§ TASK
Your copy should match the records below exactly, except for the pictures.

[Saved data entries]
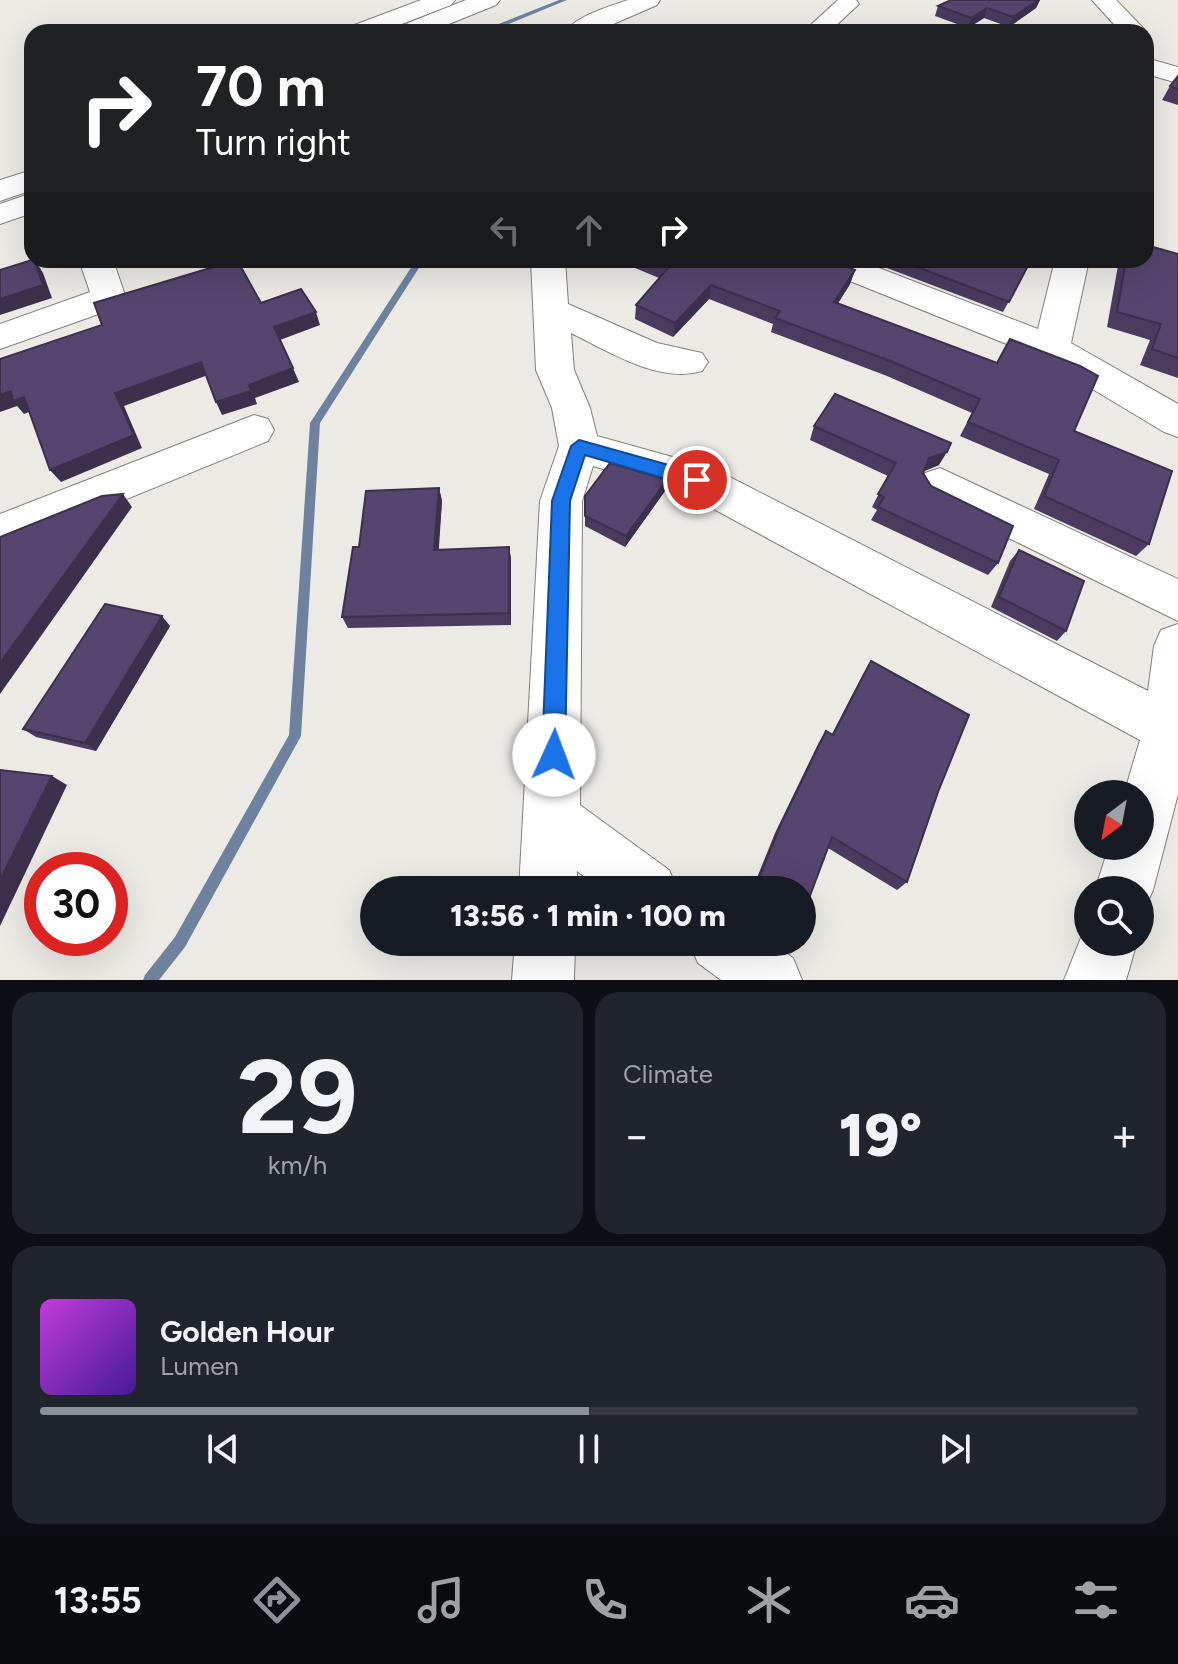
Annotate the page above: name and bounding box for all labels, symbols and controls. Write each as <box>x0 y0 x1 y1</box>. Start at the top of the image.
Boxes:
text: 70 m <box>196 53 326 120</box>
icon: right <box>64 56 168 160</box>
text: Turn right <box>196 121 351 164</box>
icon: left <box>483 208 527 252</box>
icon: ahead <box>567 208 611 252</box>
icon: right <box>651 208 695 252</box>
pin <box>663 446 731 514</box>
icon: arrive <box>675 458 719 502</box>
position arrow <box>512 713 596 797</box>
north arrow <box>1074 780 1154 860</box>
map controls <box>1074 780 1154 956</box>
speed limit sign: 30 <box>24 852 128 956</box>
button: search <box>1074 876 1154 956</box>
text: 13:56 · 1 min · 100 m <box>450 897 726 934</box>
text: 29 <box>237 1034 358 1159</box>
text: Climate <box>623 1058 713 1090</box>
text: 19° <box>839 1099 922 1171</box>
text: − <box>623 1109 650 1162</box>
text: + <box>1111 1109 1138 1162</box>
text: km/h <box>268 1149 327 1181</box>
text: Golden Hour <box>160 1313 334 1350</box>
text: Lumen <box>160 1350 239 1382</box>
icon: previous <box>201 1427 245 1471</box>
icon: pause <box>567 1427 611 1471</box>
icon: next <box>933 1427 977 1471</box>
icon: directions <box>249 1572 305 1628</box>
icon: music <box>413 1572 469 1628</box>
icon: phone <box>577 1572 633 1628</box>
icon: climate <box>741 1572 797 1628</box>
icon: car <box>904 1572 960 1628</box>
icon: filters <box>1068 1572 1124 1628</box>
text: 13:55 <box>54 1579 142 1622</box>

§ RESPONSE AREA
Annotate the page above: name and bounding box for all labels, symbols and controls. Write each as <box>x0 y0 x1 y1</box>. Start at the top of the image.
Boxes:
text: 70 m <box>196 53 326 120</box>
icon: right <box>64 56 168 160</box>
text: Turn right <box>196 121 351 164</box>
icon: left <box>483 208 527 252</box>
icon: ahead <box>567 208 611 252</box>
icon: right <box>651 208 695 252</box>
pin <box>663 446 731 514</box>
icon: arrive <box>675 458 719 502</box>
position arrow <box>512 713 596 797</box>
north arrow <box>1074 780 1154 860</box>
map controls <box>1074 780 1154 956</box>
speed limit sign: 30 <box>24 852 128 956</box>
button: search <box>1074 876 1154 956</box>
text: 13:56 · 1 min · 100 m <box>450 897 726 934</box>
text: 29 <box>237 1034 358 1159</box>
text: Climate <box>623 1058 713 1090</box>
text: 19° <box>839 1099 922 1171</box>
text: − <box>623 1109 650 1162</box>
text: + <box>1111 1109 1138 1162</box>
text: km/h <box>268 1149 327 1181</box>
text: Golden Hour <box>160 1313 334 1350</box>
text: Lumen <box>160 1350 239 1382</box>
icon: previous <box>201 1427 245 1471</box>
icon: pause <box>567 1427 611 1471</box>
icon: next <box>933 1427 977 1471</box>
icon: directions <box>249 1572 305 1628</box>
icon: music <box>413 1572 469 1628</box>
icon: phone <box>577 1572 633 1628</box>
icon: climate <box>741 1572 797 1628</box>
icon: car <box>904 1572 960 1628</box>
icon: filters <box>1068 1572 1124 1628</box>
text: 13:55 <box>54 1579 142 1622</box>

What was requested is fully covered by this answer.